> [What to produce]:
Only one stretch of the data is wanted: the line containing "ctx.lineWidth = 4.5;", the line containing "ctx.textAlign = isNaN(turn)", and every line between them, copied exactly.

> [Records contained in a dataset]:
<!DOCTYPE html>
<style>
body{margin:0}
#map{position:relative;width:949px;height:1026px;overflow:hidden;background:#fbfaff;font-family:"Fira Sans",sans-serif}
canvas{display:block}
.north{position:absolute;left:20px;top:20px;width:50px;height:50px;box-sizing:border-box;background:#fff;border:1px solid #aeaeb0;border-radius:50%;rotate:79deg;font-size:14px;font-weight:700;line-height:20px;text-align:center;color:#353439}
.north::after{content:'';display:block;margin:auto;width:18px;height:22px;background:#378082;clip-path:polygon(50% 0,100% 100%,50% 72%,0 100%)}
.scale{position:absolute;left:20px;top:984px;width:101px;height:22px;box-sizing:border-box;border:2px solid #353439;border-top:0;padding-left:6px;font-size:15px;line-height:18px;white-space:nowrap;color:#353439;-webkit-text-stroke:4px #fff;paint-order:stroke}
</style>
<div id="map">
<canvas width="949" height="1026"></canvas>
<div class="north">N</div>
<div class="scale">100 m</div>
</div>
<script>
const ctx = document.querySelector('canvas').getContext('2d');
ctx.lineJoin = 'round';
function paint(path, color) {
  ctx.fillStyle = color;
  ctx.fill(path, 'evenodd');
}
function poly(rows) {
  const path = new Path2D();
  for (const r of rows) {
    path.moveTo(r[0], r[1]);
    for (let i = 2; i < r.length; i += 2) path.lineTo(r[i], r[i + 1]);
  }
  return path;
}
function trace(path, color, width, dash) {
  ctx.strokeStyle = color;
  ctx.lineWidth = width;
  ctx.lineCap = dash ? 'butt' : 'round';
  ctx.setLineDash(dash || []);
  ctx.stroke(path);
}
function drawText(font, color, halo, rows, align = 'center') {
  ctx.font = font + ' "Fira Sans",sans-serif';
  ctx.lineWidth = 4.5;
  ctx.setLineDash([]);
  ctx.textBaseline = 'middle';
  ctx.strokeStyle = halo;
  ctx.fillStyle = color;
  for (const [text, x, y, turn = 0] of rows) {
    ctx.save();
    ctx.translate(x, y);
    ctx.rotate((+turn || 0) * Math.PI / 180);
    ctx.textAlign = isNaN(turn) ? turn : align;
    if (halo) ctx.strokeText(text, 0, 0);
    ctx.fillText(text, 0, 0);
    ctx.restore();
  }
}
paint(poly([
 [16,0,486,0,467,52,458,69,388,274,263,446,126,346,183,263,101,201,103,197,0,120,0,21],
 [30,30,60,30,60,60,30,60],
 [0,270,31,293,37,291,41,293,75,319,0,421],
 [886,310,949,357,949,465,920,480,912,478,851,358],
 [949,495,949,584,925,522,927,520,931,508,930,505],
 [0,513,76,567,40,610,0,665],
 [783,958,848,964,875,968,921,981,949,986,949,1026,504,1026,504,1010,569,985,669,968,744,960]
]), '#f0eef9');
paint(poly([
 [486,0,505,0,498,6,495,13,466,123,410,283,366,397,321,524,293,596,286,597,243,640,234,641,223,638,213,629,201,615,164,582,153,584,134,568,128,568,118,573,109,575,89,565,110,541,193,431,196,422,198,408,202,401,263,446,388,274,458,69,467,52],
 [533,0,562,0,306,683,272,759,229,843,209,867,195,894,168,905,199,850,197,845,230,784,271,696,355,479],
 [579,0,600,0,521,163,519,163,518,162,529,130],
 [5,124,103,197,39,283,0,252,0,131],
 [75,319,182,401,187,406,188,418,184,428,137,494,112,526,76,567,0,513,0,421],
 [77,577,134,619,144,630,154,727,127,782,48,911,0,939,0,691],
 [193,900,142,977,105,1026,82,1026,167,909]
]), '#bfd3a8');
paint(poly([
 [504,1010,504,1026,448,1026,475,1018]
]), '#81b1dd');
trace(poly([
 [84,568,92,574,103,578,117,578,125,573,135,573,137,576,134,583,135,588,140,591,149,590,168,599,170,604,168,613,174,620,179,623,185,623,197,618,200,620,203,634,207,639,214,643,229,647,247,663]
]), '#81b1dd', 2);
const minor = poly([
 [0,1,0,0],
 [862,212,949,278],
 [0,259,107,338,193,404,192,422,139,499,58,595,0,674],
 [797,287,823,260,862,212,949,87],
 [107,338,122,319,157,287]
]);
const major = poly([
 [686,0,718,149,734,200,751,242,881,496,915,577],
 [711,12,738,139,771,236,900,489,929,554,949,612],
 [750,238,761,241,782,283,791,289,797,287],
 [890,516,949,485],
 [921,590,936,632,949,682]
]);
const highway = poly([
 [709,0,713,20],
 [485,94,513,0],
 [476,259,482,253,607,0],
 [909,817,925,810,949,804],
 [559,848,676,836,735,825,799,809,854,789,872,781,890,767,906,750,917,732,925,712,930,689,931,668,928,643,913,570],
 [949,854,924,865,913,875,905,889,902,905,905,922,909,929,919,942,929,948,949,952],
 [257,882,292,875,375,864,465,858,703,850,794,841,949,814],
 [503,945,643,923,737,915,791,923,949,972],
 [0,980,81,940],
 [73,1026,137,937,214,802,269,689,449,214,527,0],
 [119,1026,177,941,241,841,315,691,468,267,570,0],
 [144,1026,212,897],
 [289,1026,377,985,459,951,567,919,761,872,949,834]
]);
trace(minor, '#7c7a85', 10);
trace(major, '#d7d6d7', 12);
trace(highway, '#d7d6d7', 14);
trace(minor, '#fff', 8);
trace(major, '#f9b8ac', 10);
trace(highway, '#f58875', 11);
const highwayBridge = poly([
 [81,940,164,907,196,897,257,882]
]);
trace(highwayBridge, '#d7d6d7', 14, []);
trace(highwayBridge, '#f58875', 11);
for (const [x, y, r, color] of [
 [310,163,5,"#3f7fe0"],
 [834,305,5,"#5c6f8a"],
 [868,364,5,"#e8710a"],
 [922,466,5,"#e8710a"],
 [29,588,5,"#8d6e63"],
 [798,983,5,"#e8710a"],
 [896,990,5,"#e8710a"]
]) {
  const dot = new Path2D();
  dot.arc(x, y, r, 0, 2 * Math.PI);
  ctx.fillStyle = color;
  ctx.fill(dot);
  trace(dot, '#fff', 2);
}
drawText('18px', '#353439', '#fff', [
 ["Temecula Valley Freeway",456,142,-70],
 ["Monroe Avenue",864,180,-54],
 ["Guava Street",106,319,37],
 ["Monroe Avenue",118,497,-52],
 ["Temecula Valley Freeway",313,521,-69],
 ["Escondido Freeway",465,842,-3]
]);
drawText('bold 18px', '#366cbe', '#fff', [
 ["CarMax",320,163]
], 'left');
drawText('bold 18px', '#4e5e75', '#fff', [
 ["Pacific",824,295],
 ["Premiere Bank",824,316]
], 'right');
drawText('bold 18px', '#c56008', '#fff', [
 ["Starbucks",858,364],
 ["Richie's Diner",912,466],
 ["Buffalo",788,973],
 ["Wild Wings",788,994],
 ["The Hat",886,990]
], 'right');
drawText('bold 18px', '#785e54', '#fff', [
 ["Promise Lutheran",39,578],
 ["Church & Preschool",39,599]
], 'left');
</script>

> [Reply to the exercise]:
  ctx.lineWidth = 4.5;
  ctx.setLineDash([]);
  ctx.textBaseline = 'middle';
  ctx.strokeStyle = halo;
  ctx.fillStyle = color;
  for (const [text, x, y, turn = 0] of rows) {
    ctx.save();
    ctx.translate(x, y);
    ctx.rotate((+turn || 0) * Math.PI / 180);
    ctx.textAlign = isNaN(turn) ? turn : align;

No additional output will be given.